How to deal with an angry ex who won't move on
Part of the I'm Feeling Toxic collection.
Why these words matter
Anger after a breakup isn't irrational. It's data. It tells you something mattered, that something wasn't okay, that you have standards and they got crossed. The problem isn't the anger itself, it's what happens when it stops being a signal and becomes a setting. When you're still running the same mental replay six months later, the anger isn't protecting you anymore. It's just costing you.
Researchers at the University of Miami studied exactly this loop. Michael McCullough and his colleagues tracked people over time and found that increases in rumination, the mental replay, the going-over-it-again, reliably caused decreases in forgiveness, with anger fully explaining the link. In other words, it's not that you're angrier because something new happened. It's that replaying it keeps generating fresh anger, which makes letting go feel less and less possible. The replay is the problem, not just the original wound.
Affirmations interrupt the replay. Not by replacing it with toxic positivity, but by giving your brain a different script to run when it reaches for the old one. When an angry ex keeps pulling you back into the story, through texts, through mutual friends, through their very obvious inability to move on, you need something that anchors you to where you're trying to go, not where they're trying to keep you. These phrases aren't about forgiving anyone before you're ready.
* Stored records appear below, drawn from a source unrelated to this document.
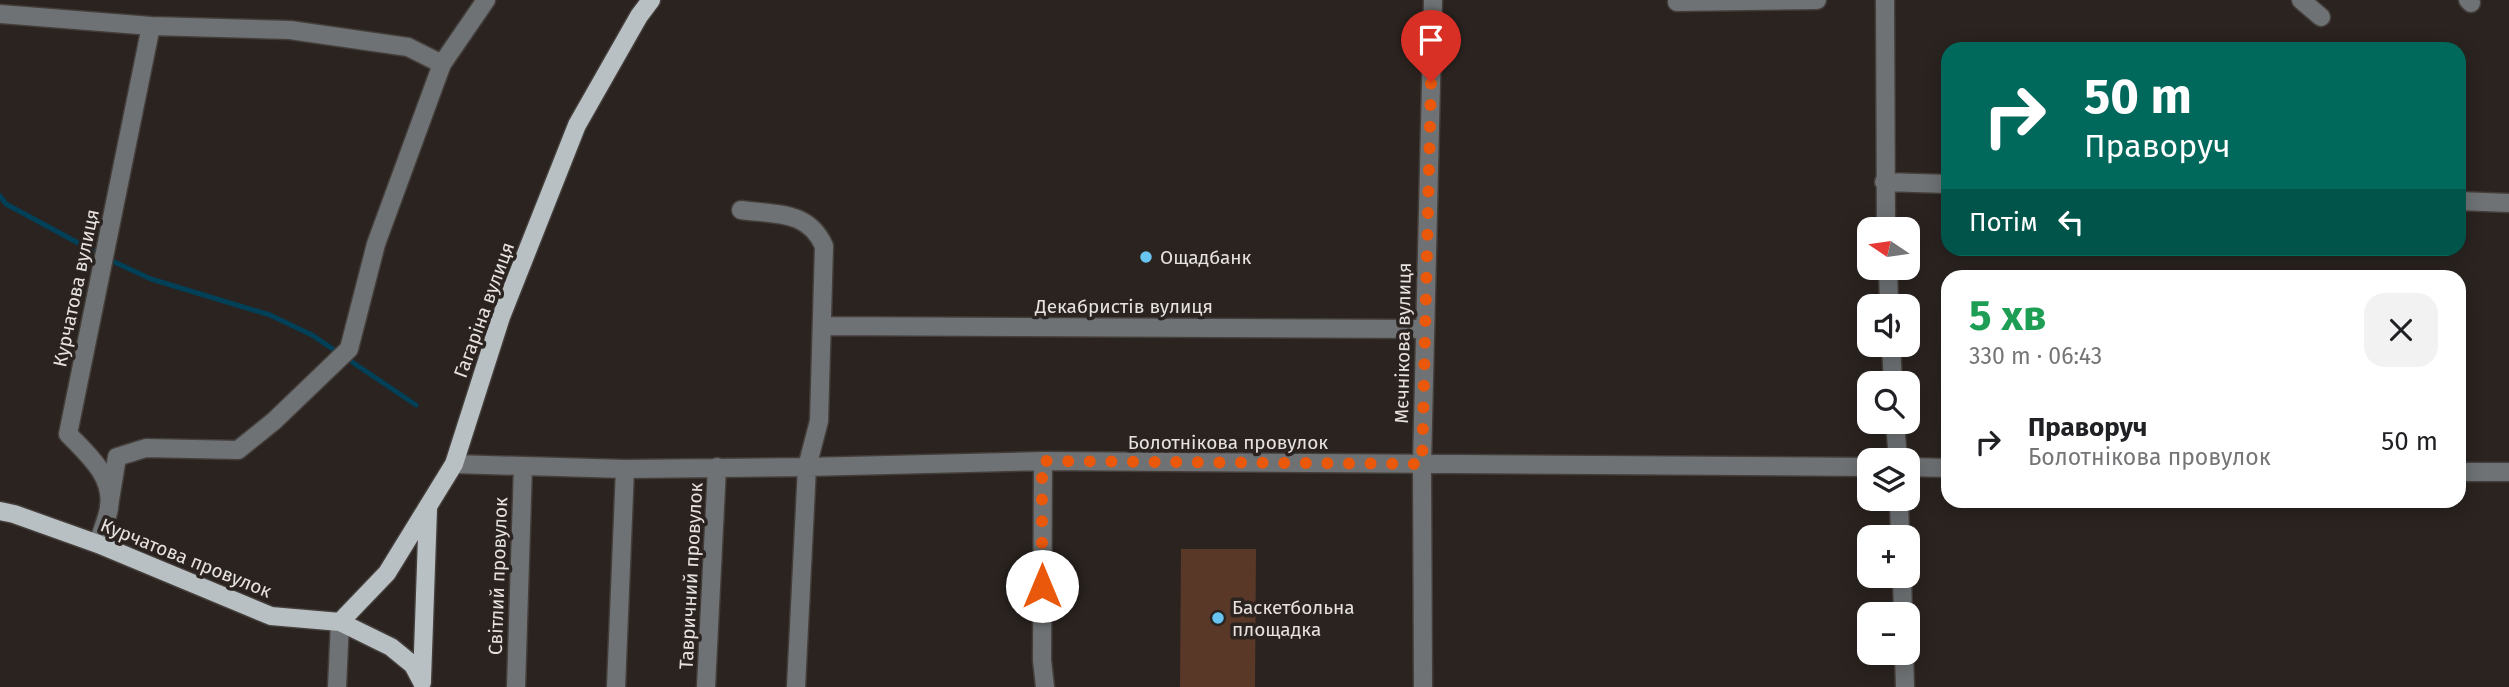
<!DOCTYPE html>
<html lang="uk">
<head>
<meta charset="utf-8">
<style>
	body { margin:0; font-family:"Fira Sans",sans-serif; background:#f2f2f2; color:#202124; height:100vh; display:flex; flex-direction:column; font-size:26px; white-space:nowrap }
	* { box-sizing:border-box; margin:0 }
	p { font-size:23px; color:#757577 }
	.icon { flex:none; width:38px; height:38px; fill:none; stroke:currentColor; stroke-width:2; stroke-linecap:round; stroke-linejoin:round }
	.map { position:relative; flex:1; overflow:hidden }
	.drawer { position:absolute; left:1941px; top:270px; width:525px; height:238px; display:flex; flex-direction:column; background:#fff; border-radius:21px; box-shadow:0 4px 18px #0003 }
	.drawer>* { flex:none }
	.top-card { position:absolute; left:1941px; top:42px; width:525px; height:214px; border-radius:21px; box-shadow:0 4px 18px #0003; background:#00695c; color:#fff; overflow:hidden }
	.needle { width:46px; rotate:283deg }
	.controls { position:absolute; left:1857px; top:217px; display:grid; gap:14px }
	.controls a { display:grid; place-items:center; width:63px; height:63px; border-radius:14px; background:#fff; box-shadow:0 4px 18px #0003; font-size:35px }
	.pin { position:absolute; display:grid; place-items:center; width:60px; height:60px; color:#fff; margin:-72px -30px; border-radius:50% 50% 50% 0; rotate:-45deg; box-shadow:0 0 7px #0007 }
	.pin .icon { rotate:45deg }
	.me { position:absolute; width:77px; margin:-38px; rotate:0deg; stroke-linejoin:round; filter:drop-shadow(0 0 5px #0008) }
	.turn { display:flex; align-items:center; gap:24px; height:147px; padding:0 28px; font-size:32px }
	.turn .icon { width:91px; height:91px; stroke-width:2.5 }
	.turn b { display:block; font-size:49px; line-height:60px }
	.then { display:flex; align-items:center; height:66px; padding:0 28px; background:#0003; gap:14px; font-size:26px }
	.round { display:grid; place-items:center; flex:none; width:74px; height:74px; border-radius:21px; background:#f2f2f2 }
	.overview { display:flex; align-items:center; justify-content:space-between; height:119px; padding:0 28px }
	h1 { font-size:42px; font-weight:700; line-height:52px; color:#1e9e55 }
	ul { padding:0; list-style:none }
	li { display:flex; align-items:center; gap:21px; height:105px; padding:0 28px }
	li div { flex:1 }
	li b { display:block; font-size:26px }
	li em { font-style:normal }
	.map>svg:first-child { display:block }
	.green { fill:#593828 }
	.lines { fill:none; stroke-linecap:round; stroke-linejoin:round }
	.stream { stroke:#024058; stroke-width:5 }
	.minor-casing { stroke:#443e3b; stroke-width:21 }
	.major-casing { stroke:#443e3b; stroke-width:21 }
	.minor { stroke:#6f7274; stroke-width:18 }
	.major { stroke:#b9c0c4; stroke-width:18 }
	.route { stroke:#ea580c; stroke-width:12; stroke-dasharray:0 21.6 }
	.poi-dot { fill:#68c4f0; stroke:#2a2320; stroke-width:2.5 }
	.labels { text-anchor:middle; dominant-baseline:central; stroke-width:7; stroke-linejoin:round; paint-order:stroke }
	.poi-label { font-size:19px; fill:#e7e2e0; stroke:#2a2320; text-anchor:start }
	.street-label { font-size:19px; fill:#e7e2e0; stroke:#2a2320 }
</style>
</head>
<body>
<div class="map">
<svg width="2509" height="687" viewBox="0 0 2509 687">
	<rect width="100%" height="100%" fill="#2a2320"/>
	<path class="green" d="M 1181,549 L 1256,549 L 1255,687 L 1180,687 Z"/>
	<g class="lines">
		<path class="stream" d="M 0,196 L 6,204 L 95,252
			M 110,260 L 151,279 L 270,315 L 312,335 L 416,405"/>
		<defs>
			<path id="minor" d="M 1885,0 L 1886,229
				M 2301,0 L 2321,17
				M 2468,0 L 2471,3
				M 1677,2 L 1817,0
				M 0,14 L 151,26 L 290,30 L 408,47 L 442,64
				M 1884,182 L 1948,184
				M 2459,201 L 2509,203
				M 1888,268 L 1889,306
				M 822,326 L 1425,329
				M 1891,345 L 1893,383
				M 1895,422 L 1898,460
				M 1043,461 L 1042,660 L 1045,687
				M 454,464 L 625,469 L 807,467 L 819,421 L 824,246 C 808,210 776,215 741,210
				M 1908,467 L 1948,468
				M 2459,472 L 2509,472
				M 1899,499 L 1900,537
				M 109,506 L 117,457 L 146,448 L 238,450 L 274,421 L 349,349 L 376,244 L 442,64 L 486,0
				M 98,544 C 101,533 107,520 109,508 C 114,476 88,455 68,434 L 151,26
				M 1902,576 L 1903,614
				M 1904,653 L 1905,687
				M 337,687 L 340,622
				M 516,687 L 523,466
				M 616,687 L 625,469
				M 706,687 L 717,467
				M 796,687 L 807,467 L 1043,461 L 1869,467
				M 1423,687 L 1422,464 L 1433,0"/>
			<path id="major" d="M 0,511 L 14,514 L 98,544 L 271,616 L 340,622 L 391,647 L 413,665 L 422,682
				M 340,622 L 387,573 L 454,464 L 501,317 L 577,125 L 639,16 L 651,0
				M 422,680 L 428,509"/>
		</defs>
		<use href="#minor" class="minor-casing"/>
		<use href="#major" class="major-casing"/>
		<use href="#minor" class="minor"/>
		<use href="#major" class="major"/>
	</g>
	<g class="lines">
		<path class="route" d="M 1042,586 L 1042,461 L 1422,464 L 1431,82"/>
	</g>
	<g class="poi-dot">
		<circle cx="1146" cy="257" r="7"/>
		<circle cx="1218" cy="618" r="7"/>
	</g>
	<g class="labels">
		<g class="poi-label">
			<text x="1160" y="257">Ощадбанк</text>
			<text x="1232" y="607">Баскетбольна<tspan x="1232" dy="22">площадка</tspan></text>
		</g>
		<g class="street-label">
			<text transform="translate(76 288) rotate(-78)">Курчатова вулиця</text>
			<text x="1124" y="306">Декабристів вулиця</text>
			<text transform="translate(484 310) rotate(-70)">Гагаріна вулиця</text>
			<text transform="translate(1403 343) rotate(-89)">Мєчнікова вулиця</text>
			<text x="1228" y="442">Болотнікова провулок</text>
			<text transform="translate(186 558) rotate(22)">Курчатова провулок</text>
			<text transform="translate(498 576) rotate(-88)">Світлий провулок</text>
			<text transform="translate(691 576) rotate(-87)">Тавричний провулок</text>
		</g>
	</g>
</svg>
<div class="controls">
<a><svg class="needle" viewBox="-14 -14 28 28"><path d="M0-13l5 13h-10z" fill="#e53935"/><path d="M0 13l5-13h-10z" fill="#757577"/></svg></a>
<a><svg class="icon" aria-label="sound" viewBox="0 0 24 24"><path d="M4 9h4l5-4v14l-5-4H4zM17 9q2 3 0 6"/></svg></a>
<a><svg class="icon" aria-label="search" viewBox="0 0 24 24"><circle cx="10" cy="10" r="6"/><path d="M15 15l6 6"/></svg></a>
<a><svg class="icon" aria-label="layers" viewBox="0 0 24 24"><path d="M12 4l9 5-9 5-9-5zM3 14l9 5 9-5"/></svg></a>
<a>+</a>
<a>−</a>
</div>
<div class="pin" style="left:1431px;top:82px;background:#d93025"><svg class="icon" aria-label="arrive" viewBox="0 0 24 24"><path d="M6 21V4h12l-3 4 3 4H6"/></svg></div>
<svg class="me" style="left:1042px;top:586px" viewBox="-20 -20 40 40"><circle r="19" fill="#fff"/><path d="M0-13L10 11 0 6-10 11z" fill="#ea580c"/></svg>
<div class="top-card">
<div class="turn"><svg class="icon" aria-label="right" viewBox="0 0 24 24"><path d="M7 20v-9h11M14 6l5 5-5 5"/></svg><div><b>50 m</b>Праворуч</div></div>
<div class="then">Потім<svg class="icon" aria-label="left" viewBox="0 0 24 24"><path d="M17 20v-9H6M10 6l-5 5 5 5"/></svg></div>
</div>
<section class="drawer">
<div class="overview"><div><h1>5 хв</h1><p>330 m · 06:43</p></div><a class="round"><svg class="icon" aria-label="close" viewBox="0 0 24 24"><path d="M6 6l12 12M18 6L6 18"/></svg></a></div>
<ul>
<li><svg class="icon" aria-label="right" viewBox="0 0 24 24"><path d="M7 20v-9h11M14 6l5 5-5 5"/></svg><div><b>Праворуч</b><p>Болотнікова провулок</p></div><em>50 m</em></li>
</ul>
</section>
</div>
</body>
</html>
They're about loosening the grip of a narrative that stopped serving you a while ago.
Affirmations to practice
- I am letting go of anger and negative emotions
- I am letting go of all anger and resentment
- I release all feelings of hate and anger
- I am still angry months after breakup
- I am free from the burden of resentment and anger
- I release all resentment and choose inner peace
- I release the pain not because they deserve forgiveness but because I deserve peace
- I choose to let go of anger and overcome negative self-talk
- I forgive my ex partner
- I forgive myself for staying in a toxic relationship
- I release the need for revenge and focus on my own happiness
- I let go of blame and choose peace instead
- I am working toward letting go of resentment toward ex
- I choose to forgive for my own peace not theirs
- I am healing from toxic relationship
- I am releasing all anger from my body
- I am free from the toxic relationship and its negative influence
- I release all negative emotions and energy
- I let go of the past and focus on the present
- I trust my own reality after narcissistic abuse
- I deserve better than an emotional punching bag
- I am enough after emotional abuse affirmation
- I am reclaiming my power from toxic ex
- I forgive myself for staying longer than I should have
- I am no longer available for toxic patterns
How to actually use these
Pick one affirmation, just one, that feels about ten percent believable. Not aspirational, not fake, just slightly within reach. That's your entry point. Say it in the morning before you check your phone, when you're most likely to encounter whatever your ex sent at midnight. Write it somewhere physical: the lock screen, the bathroom mirror, a sticky note on the coffee maker. The goal isn't to feel it immediately. The goal is repetition until the thought becomes a reflex instead of an effort. When you catch yourself mid-replay, mid-rehearsal of an argument that will never happen, use the affirmation as a redirect, not a suppression. You're not forbidding the anger. You're just choosing not to water it today.
Frequently asked
- How do I deal with an angry ex who keeps pulling me back into conflict?
- The most effective thing you can do is reduce engagement without explanation. You don't owe them a debate about why you're disengaging. Every response, even a defensive one, signals that the line is still open. Decide what contact, if any, you're willing to have, and hold that boundary without negotiating it in real time with the person who keeps crossing it.
- What if saying I'm releasing anger feels completely fake?
- It probably will at first, and that's fine. Affirmations aren't confessions, you're not required to mean them fully before you say them. Think of it less like stating a truth and more like practicing a direction. You're not claiming you've arrived; you're pointing yourself somewhere. The feeling tends to catch up to the words eventually, not the other way around.
- Does repeating affirmations about anger actually do anything?
- Research from the University of Miami found that rumination, mentally replaying a grievance, directly causes anger to increase over time, making forgiveness harder. Affirmations work as a practical interruption to that loop, giving your brain a different thought to run instead of the replay. They're not magic, but neither is continuing to rehearse the argument in your head.
- Is it normal to still be angry months after a breakup?
- Yes. Especially if the relationship ended badly, if there was betrayal involved, or if your ex is actively making it difficult to move on. Anger doesn't follow a schedule, and feeling it months later doesn't mean something is wrong with you. What's worth paying attention to is whether the anger is processing, shifting, changing, loosening, or whether it's just sitting there, static, costing you energy every day.
- What's the difference between letting go of anger and just suppressing it?
- Suppression is pushing it down and pretending it isn't there, which tends to make it louder. Releasing anger, in any meaningful sense, involves acknowledging it first. These affirmations work best when you've let yourself feel the anger, not when you're using the words to avoid it. The goal is to metabolize it, not bury it under a cheerful sentence.